In the entries that follow, how many lines hold the string "href"? Give only that number.

• **Extracted data**

*****

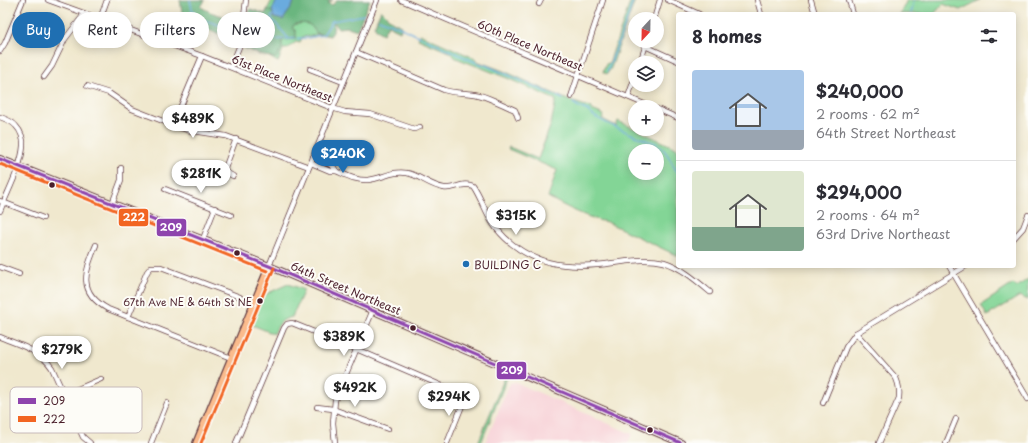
<!DOCTYPE html>
<meta charset="utf-8">
<style>
body{margin:0;font-family:"Playpen Sans",sans-serif;background:#f7f7f7;color:#2b2b33;height:100vh;display:flex;flex-direction:column;font-size:15px;white-space:nowrap}
*{box-sizing:border-box;margin:0}
p{font-size:13px;color:#7c7c81}
.icon{flex:none;width:22px;height:22px;fill:none;stroke:currentColor;stroke-width:2;stroke-linecap:round;stroke-linejoin:round}
.map{position:relative;flex:1;overflow:hidden}
.details{position:absolute;left:676px;top:12px;width:340px;height:256px;display:flex;flex-direction:column;background:#fff;border-radius:4px;box-shadow:0 2px 10px #0003}
.details>*{flex:none}
.guide{position:absolute;left:12px;top:12px;width:380px;height:36px;display:flex;gap:8px}
.needle{width:26px;rotate:202deg}
.buttons{position:absolute;left:628px;top:12px;display:grid;gap:8px}
.buttons a{display:grid;place-items:center;width:36px;height:36px;border-radius:50%;background:#fff;box-shadow:0 2px 10px #0003;font-size:20px}
.price{position:absolute;translate:-50% -34px;padding:0 9px;border-radius:14px;background:#fff;color:#222;font-size:13px;line-height:26px;filter:drop-shadow(0 1px 2px #0008)}
.price::after{content:'';position:absolute;left:50%;top:24px;width:12px;height:9px;margin-left:-6px;background:inherit;clip-path:polygon(0 0,100% 0,50% 100%)}
.price.active{background:#1f6fb2;color:#fff}
ul{padding:0;list-style:none}
li{display:flex;align-items:center;gap:12px;height:100px;padding:0 16px}
li+li{border-top:1px solid #e1e1e2}
li span{display:grid;place-items:center;flex:none;width:112px;height:80px;border-radius:4px;color:#555}
li>.icon{margin-inline-start:auto}
span .icon{width:48px;height:48px;fill:#fffc;stroke-width:1}
li b{font-size:17px}
h2{display:flex;justify-content:space-between;align-items:center;height:48px;padding:0 16px;font-size:17px}
.tag{padding:0 14px;border-radius:18px;background:#fff;box-shadow:0 2px 10px #0003;font-size:14px;line-height:36px}
.tag.active{background:#1f6fb2;color:#fff}
.map>svg:first-child{display:block}
.built{fill:#f7cfd5}
.green{fill:#83d596;stroke:#667a60;fill-rule:evenodd}
.forest{fill:#6ab67f;stroke:#5a6a55}
.water{fill:#6aabde;stroke:#5a6584}
.lines{fill:none;stroke-linecap:round;stroke-linejoin:round}
.stream{stroke:#6aabde;stroke-width:1.5}
.minor-casing{stroke:#633d43;stroke-width:6}
.major-casing{stroke:#633d43;stroke-width:8}
.minor{stroke:#fff;stroke-width:4.5}
.major{stroke:#fbbb8c;stroke-width:5.5}
.bus-1-casing{stroke:#fdfcf7;stroke-width:6}
.bus-2-casing{stroke:#fdfcf7;stroke-width:6}
.bus-1{stroke:#8e44ad;stroke-width:3}
.bus-2{stroke:#f26522;stroke-width:3}
.bus-dot{fill:#4a1f2b;stroke:#fdfcf7;stroke-width:1.5}
.poi-dot{fill:#1f6fb2;stroke:#fdfcf7;stroke-width:1.5}
.labels{text-anchor:middle;dominant-baseline:central;stroke-width:4;stroke-linejoin:round;paint-order:stroke}
.bus-label{font-size:10px;fill:#4a1f2b;stroke:#fdfcf7;text-anchor:end}
.street-label{font-size:11px;fill:#4a1f2b;stroke:#fdfcf7}
.poi-label{font-size:11px;fill:#4a1f2b;stroke:#fdfcf7;text-anchor:start}
.key{fill:#fdfcf7;stroke:#c7baba;stroke-width:1}
.key-label{font-size:11px;fill:#4a1f2b}
.line-badge{stroke:#fdfcf7;stroke-width:1.5}
.badge-label{font-size:11px;text-anchor:middle;font-weight:bold;fill:#fff}
</style>
<div class="map">
<svg width="1028" height="443" viewBox="0 0 1028 443">
<rect width="100%" height="100%" fill="#fdfcf7"/>
<filter id="ink" filterUnits="userSpaceOnUse"><feTurbulence type="fractalNoise" baseFrequency=".025" numOctaves="2"/><feDisplacementMap in="SourceGraphic" scale="8" xChannelSelector="R" yChannelSelector="G"/><feConvolveMatrix kernelMatrix="1 2 1 2 8 2 1 2 1" color-interpolation-filters="sRGB"/></filter>
<filter id="wash" filterUnits="userSpaceOnUse"><feTurbulence type="fractalNoise" baseFrequency=".012" numOctaves="4" result="noise"/><feDisplacementMap in="SourceGraphic" scale="16" xChannelSelector="R" yChannelSelector="G"/><feGaussianBlur stdDeviation="0.9" result="paint"/><feColorMatrix in="noise" values="0 0 0 0 0 0 0 0 0 0 0 0 0 0 0 0 0 1.4 0 .05"/><feComposite in="paint" operator="in"/></filter>
<g filter="url(#wash)">
<rect width="100%" height="100%" fill="#f0e8ce"/>
<!-- built -->
<polygon class="built" points="515,382 632,434 628,443 485,443 510,383"/>
<!-- green -->
<g class="green">
<path d="M272,0H297L282,40L296,39L292,28L295,24C307,23 310,22 316,33L321,34L302,37L300,43L296,42L287,49H283L278,62L245,43L250,9L265,14Z"/>
<polygon points="631,0 635,0 611,68 607,74 603,72 606,64 609,63"/>
<polygon points="907,0 980,0 960,10 943,4 934,14 900,14"/>
<path d="M420,34L472,57L477,61L506,72L568,100L592,108V110L604,115L602,119L616,126L618,121L678,149V256L607,222C591,220 562,205 548,197L557,170L508,149L509,147L538,159L551,124L556,100L507,78L456,58L449,52L418,39ZM635,151H657V173H635Z"/>
<polygon points="1028,279 1028,300 1020,296 987,316 981,305 1013,284 1017,287"/>
<path d="M288,284L304,290L292,317C281,319 278,325 274,334L250,324L256,309L264,295Z"/>
<polygon points="505,377 507,378 481,443 478,443"/>
</g>
<!-- forest -->
<g class="forest">
<polygon points="180,0 205,0 201,7 210,12 238,21 235,40 183,20"/>
<path d="M294,0H333L328,3L332,5L338,0H370L357,30L348,27L338,28L334,22L333,32L330,36L316,33C310,22 307,23 295,24L292,28L296,31V39L282,40V48L276,58L260,55L244,48L250,9L265,14L267,10H272L274,18L293,5Z"/>
<polygon points="381,10 393,22 402,26 400,31 388,25 383,34 379,32 374,26"/>
</g>
<!-- water -->
<polygon class="water" points="277,0 294,0 293,5 283,20 274,18 272,10"/>
<g class="lines">
<!-- stream -->
<g class="stream">
<polyline points="190,0 192,9 198,18 234,30"/>
<polyline points="911,14 914,0"/>
<polyline points="273,15 271,18 288,38"/>
<polyline points="379,19 397,26 477,63 485,65 563,99"/>
<polyline points="249,34 265,40 307,38 323,35 332,21 364,15"/>
<polyline points="607,72 627,20 633,0"/>
<polyline points="573,103 581,108 589,111"/>
<path d="M588,111C592,119 637,136 648,141C651,142 654,142 657,144C669,152 670,162 678,173"/>
</g>
</g>
</g>
<g filter="url(#ink)">
<g class="lines">
<defs>
<g id="minor">
<polyline points="48,0 202,56 332,108 345,112 370,114 414,129 420,127"/>
<polyline points="401,0 651,107"/>
<polyline points="668,0 699,14"/>
<polyline points="757,0 761,14"/>
<polyline points="811,0 815,14"/>
<polyline points="849,0 853,14"/>
<polyline points="539,4 541,0"/>
<polyline points="100,19 107,0"/>
<polyline points="654,19 660,0"/>
<polyline points="645,46 678,61"/>
<polyline points="0,51 5,43 23,0"/>
<path d="M356,52L444,90C456,94 468,92 479,95C491,98 503,105 515,110L518,118"/>
<polyline points="640,63 647,41"/>
<polyline points="231,67 241,42 246,0"/>
<polyline points="310,69 343,82"/>
<polyline points="44,77 52,66 65,39 82,17 83,13"/>
<polyline points="87,86 109,93 132,109 173,125 187,130 226,136 309,167"/>
<polyline points="571,97 603,0"/>
<polyline points="628,97 635,77"/>
<polyline points="657,109 678,118"/>
<path d="M0,117C6,119 12,121 16,126C21,131 24,140 23,146C22,165 7,193 0,211"/>
<polyline points="173,125 202,56"/>
<polyline points="311,163 330,171 336,171 333,166 313,157"/>
<polyline points="208,168 224,171 233,176"/>
<polyline points="224,171 236,139"/>
<path d="M336,171C346,175 356,181 368,180C382,179 392,170 407,173C419,175 430,186 444,188C454,190 463,181 473,186C482,199 486,216 496,228C527,266 568,270 613,263C630,261 647,258 664,262C681,267 697,281 710,292"/>
<polyline points="165,189 231,215"/>
<polyline points="0,201 43,218"/>
<polyline points="112,204 121,180 121,168"/>
<polyline points="1014,238 1023,228 1028,215"/>
<polyline points="203,239 215,208"/>
<path d="M96,245C85,272 77,292 108,309L231,358"/>
<polyline points="269,266 377,0"/>
<polyline points="949,266 1028,399"/>
<polyline points="0,267 19,274"/>
<polyline points="128,317 147,272 151,267 161,267 240,297"/>
<path d="M856,333L896,378C899,385 900,390 899,398L879,443"/>
<path d="M0,337C19,345 40,350 52,368L83,437L90,443"/>
<polyline points="823,403 846,347 856,333 966,266"/>
<polyline points="317,407 333,409 388,429"/>
<polyline points="35,427 38,414 42,406 50,400 64,395 101,379"/>
<polyline points="151,443 167,403"/>
<polyline points="236,443 284,328 287,324 292,323 356,349 466,396 447,443"/>
<polyline points="335,443 333,423 335,400 373,310"/>
<polyline points="946,443 956,419"/>
</g>
<g id="major">
<polyline points="0,159 269,266 681,443"/>
<polyline points="196,443 269,266"/>
</g>
</defs>
<!-- minor casing -->
<use href="#minor" class="minor-casing"/>
<!-- major casing -->
<use href="#major" class="major-casing"/>
<!-- minor -->
<use href="#minor" class="minor"/>
<!-- major -->
<use href="#major" class="major"/>
<defs>
<polyline id="bus-1" points="0,159 269,266 681,443"/>
<g id="bus-2">
<polyline points="0,164 267,271"/>
<polyline points="201,443 274,268"/>
</g>
</defs>
<!-- bus-1 casing -->
<use href="#bus-1" class="bus-1-casing"/>
<!-- bus-2 casing -->
<use href="#bus-2" class="bus-2-casing"/>
<!-- bus-1 -->
<use href="#bus-1" class="bus-1"/>
<!-- bus-2 -->
<use href="#bus-2" class="bus-2"/>
</g>
</g>
<!-- markers -->
<g class="bus-dot">
<circle cx="52" cy="185" r="3.5"/>
<circle cx="237" cy="253" r="3.5"/>
<circle cx="260" cy="301" r="3.5"/>
<circle cx="413" cy="328" r="3.5"/>
<circle cx="650" cy="430" r="3.5"/>
</g>
<circle class="poi-dot" cx="466" cy="264" r="4"/>
<g class="labels">
<!-- bus labels -->
<g class="bus-label">
<text x="252" y="301">67th Ave NE &amp; 64th St NE</text>
</g>
<!-- street labels -->
<g class="street-label">
<text transform="translate(530 45) rotate(23)">60th Place Northeast</text>
<text transform="translate(282 78) rotate(22)">61st Place Northeast</text>
<text transform="translate(346 288) rotate(23)">64th Street Northeast</text>
</g>
<!-- poi labels -->
<g class="poi-label">
<text x="474" y="264">BUILDING C</text>
</g>
</g>
<!-- legend -->
<rect x="10" y="387" width="132" height="46" rx="6" class="key"/>
<rect x="18" y="398" width="18" height="6" fill="#8e44ad"/>
<rect x="18" y="416" width="18" height="6" fill="#f26522"/>
<g class="key-label">
<text x="43" y="405">209</text>
<text x="43" y="423">222</text>
</g>
<g class="line-badge">
<rect x="118" y="208" width="31" height="19" rx="4" fill="#f26522"/>
<rect x="156" y="218" width="31" height="19" rx="4" fill="#8e44ad"/>
<rect x="496" y="361" width="31" height="19" rx="4" fill="#8e44ad"/>
</g>
<g class="badge-label">
<text x="134" y="221">222</text>
<text x="171" y="231">209</text>
<text x="512" y="374">209</text>
</g>
</svg>
<div class="buttons">
<a><svg class="needle" viewBox="-14 -14 28 28"><path d="M0-13l5 13h-10z" fill="#e53935"/><path d="M0 13l5-13h-10z" fill="#7c7c81"/></svg></a>
<a><svg class="icon" aria-label="layers" viewBox="0 0 24 24"><path d="M12 4l9 5-9 5-9-5zM3 14l9 5 9-5"/></svg></a>
<a>+</a>
<a>−</a>
</div>
<b class="price" style="left:193px;top:139px">$489K</b>
<b class="price active" style="left:343px;top:174px">$240K</b>
<b class="price" style="left:201px;top:194px">$281K</b>
<b class="price" style="left:516px;top:236px">$315K</b>
<b class="price" style="left:344px;top:357px">$389K</b>
<b class="price" style="left:62px;top:370px">$279K</b>
<b class="price" style="left:355px;top:408px">$492K</b>
<b class="price" style="left:449px;top:417px">$294K</b>
<div class="guide">
<a class="tag active">Buy</a>
<a class="tag">Rent</a>
<a class="tag">Filters</a>
<a class="tag">New</a>
</div>
<section class="details">
<h2>8 homes<svg class="icon" aria-label="filters" viewBox="0 0 24 24"><path d="M4 7h16M4 17h16"/><circle cx="9" cy="7" r="2"/><circle cx="15" cy="17" r="2"/></svg></h2>
<ul>
<li><span style="background:linear-gradient(#a9c7e8 75%,#9aa5b1 0)"><svg class="icon" aria-label="home" viewBox="0 0 24 24"><path d="M3 11l9-7 9 7M6 9v11h12V9"/></svg></span><div><b>$240,000</b><p>2 rooms · 62 m²</p><p>64th Street Northeast</p></div></li>
<li><span style="background:linear-gradient(#dfe7d0 70%,#7fa58c 0)"><svg class="icon" aria-label="home" viewBox="0 0 24 24"><path d="M3 11l9-7 9 7M6 9v11h12V9"/></svg></span><div><b>$294,000</b><p>2 rooms · 64 m²</p><p>63rd Drive Northeast</p></div></li>
</ul>
</section>
</div>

*****

• **Task output**
8